Last, I want to pass on some advice from someone I admire a lot, Dr. Nicole Forsgren, from GitHub. Nicole tweeted this:
This advice resonates with me a lot, and I know Nicole has the receipts from her research to back it up. Earlier in my career, I worked in a shop that did quarterly releases, and they were brutal to deploy and debug. Added change management will cause changes to slow down and batch up into larger changesets. I can understand the instinct to slow down and add process when there is so much chaos around us, but it’s likely to cause you more instability, not less. Keep doing what’s been working for you.

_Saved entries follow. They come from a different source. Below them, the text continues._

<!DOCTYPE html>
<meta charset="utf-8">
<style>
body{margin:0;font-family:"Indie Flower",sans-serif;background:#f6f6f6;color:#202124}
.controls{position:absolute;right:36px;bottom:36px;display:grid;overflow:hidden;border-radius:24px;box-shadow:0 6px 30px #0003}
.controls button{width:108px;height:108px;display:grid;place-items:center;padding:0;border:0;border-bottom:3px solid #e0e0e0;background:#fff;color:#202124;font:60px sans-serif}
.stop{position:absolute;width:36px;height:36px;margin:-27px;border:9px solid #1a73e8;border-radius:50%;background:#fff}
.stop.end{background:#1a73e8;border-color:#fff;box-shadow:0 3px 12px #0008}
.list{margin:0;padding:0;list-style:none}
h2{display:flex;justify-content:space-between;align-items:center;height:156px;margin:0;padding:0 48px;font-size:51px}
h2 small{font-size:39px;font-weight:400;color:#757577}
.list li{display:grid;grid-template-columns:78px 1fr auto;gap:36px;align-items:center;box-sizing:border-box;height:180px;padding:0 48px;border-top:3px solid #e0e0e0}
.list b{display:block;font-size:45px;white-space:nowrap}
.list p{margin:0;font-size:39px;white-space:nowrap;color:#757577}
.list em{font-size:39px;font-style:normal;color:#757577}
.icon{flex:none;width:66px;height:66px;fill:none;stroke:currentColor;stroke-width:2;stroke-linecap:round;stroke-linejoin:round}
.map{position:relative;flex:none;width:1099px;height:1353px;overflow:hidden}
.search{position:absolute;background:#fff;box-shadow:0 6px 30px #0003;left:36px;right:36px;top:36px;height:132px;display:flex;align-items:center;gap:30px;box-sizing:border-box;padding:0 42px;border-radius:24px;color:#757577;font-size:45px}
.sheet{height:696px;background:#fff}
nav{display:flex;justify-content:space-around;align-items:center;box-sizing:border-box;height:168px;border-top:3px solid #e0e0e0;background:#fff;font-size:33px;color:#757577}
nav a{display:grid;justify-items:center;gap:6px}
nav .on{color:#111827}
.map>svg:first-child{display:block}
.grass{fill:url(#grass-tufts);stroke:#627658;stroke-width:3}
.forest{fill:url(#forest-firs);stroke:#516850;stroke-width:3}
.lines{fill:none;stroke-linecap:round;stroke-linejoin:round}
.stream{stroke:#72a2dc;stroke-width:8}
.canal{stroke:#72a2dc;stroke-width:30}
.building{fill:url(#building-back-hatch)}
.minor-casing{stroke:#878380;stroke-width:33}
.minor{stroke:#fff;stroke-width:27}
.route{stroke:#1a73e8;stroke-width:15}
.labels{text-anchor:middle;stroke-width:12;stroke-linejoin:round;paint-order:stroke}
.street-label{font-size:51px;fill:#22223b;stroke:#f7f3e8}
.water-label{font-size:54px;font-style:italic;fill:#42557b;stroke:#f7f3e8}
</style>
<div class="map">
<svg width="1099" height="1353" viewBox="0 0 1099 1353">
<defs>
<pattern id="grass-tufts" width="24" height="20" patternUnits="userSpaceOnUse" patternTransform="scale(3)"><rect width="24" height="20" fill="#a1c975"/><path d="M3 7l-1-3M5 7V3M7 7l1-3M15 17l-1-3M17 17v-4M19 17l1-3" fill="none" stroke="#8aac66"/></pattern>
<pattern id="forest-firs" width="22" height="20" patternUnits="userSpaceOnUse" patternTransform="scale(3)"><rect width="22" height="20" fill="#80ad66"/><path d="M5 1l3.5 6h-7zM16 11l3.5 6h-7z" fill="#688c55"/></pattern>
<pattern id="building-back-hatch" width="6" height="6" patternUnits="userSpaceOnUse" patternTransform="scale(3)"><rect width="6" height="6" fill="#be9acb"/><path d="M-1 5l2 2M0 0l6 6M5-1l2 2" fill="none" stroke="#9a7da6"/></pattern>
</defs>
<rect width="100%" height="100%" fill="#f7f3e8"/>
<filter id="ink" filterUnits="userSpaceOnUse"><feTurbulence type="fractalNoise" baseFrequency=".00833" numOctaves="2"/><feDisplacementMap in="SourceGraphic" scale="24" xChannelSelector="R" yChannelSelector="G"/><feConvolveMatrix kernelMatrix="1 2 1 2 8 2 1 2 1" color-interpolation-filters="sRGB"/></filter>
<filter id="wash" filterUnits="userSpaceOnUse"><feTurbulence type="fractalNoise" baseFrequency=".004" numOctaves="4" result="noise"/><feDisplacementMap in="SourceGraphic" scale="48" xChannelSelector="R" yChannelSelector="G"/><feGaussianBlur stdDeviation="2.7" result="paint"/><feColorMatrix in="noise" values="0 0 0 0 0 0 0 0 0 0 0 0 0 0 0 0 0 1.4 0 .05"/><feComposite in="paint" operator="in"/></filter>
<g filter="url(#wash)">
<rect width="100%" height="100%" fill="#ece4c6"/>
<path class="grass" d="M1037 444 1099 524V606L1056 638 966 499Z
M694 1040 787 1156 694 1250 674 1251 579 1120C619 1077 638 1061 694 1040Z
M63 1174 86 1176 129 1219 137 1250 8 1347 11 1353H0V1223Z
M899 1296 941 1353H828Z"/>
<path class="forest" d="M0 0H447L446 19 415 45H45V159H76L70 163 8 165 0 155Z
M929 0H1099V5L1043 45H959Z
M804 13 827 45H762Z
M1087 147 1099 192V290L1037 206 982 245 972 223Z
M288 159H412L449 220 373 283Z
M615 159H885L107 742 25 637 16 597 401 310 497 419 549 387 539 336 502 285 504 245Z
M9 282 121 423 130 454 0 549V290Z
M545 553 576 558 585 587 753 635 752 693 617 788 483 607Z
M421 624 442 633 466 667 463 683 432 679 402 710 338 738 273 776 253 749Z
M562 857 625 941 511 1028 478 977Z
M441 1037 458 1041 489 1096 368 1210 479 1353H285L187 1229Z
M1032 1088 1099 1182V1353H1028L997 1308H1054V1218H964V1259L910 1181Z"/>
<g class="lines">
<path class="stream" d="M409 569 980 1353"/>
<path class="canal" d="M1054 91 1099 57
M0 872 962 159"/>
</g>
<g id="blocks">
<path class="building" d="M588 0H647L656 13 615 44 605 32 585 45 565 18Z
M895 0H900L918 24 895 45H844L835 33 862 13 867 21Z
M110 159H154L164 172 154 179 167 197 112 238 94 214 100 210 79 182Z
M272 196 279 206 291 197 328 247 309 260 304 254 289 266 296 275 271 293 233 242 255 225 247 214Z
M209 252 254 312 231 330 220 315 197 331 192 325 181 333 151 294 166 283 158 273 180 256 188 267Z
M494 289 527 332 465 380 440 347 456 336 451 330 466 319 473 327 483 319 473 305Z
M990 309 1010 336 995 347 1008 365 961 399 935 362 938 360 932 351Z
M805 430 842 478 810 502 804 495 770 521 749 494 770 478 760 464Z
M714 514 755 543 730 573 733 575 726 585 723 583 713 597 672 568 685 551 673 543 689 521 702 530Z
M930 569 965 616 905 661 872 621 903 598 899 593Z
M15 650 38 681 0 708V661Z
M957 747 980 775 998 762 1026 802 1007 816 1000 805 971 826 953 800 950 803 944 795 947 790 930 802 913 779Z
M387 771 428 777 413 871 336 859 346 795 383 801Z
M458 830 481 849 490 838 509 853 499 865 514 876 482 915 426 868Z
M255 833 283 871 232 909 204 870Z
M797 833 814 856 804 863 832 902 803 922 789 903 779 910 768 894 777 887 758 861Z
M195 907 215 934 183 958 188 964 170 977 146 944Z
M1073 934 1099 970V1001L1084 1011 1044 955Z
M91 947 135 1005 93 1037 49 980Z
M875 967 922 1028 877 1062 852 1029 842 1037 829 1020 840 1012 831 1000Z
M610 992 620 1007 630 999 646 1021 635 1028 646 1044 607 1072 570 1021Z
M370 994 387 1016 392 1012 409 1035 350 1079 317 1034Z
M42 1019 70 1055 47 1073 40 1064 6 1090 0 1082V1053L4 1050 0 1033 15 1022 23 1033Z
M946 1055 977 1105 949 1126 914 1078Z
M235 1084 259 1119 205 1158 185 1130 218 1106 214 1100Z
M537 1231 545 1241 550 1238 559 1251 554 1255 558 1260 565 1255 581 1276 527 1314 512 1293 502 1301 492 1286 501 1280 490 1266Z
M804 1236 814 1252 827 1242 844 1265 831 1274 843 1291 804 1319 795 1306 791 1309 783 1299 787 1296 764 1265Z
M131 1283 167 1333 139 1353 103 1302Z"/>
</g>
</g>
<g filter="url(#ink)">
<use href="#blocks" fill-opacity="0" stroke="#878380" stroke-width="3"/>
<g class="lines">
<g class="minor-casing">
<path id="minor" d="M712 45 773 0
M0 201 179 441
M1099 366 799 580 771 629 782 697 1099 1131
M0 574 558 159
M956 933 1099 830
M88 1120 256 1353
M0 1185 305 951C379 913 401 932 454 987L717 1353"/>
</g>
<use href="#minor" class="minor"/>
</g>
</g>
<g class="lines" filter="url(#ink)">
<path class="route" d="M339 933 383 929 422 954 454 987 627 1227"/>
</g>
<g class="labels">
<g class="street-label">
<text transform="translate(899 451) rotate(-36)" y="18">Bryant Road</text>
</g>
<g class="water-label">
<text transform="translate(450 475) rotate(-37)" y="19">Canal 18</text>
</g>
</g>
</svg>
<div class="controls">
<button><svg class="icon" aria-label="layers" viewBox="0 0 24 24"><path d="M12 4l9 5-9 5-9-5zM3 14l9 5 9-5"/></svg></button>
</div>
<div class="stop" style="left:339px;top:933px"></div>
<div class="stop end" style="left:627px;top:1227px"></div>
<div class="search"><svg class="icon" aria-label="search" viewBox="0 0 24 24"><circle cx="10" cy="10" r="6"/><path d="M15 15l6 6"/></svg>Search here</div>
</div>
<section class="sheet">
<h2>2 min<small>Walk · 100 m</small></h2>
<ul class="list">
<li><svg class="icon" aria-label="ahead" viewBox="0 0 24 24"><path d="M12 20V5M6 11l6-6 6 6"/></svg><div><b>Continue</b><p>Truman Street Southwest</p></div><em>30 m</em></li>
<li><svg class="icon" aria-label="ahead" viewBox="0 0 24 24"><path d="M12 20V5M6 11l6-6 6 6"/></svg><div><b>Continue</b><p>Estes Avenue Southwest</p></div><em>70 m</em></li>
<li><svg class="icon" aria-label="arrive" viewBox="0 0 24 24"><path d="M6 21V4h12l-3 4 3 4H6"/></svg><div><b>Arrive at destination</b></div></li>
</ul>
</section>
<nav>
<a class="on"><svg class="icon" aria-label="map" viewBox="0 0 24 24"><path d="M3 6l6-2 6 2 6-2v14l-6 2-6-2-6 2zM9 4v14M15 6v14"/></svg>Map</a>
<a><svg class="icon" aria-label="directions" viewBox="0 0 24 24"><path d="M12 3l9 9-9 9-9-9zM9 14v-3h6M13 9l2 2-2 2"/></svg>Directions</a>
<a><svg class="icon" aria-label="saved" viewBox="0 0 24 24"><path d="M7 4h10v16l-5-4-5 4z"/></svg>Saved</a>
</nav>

If you’re on-call right now, I feel for you, and I hope these suggestions help. In this post, I’ve used words like unprecedented, difficult, and challenging to describe our current situation, but honestly, I don’t have words that can even express what I’ve been feeling. This is a situation unlike anything I’ve encountered in my career or lifetime. None of us know what the future will bring, but I do believe that we’re stronger if we stick together. It’s more important now than ever that we do what we can to take care of each other.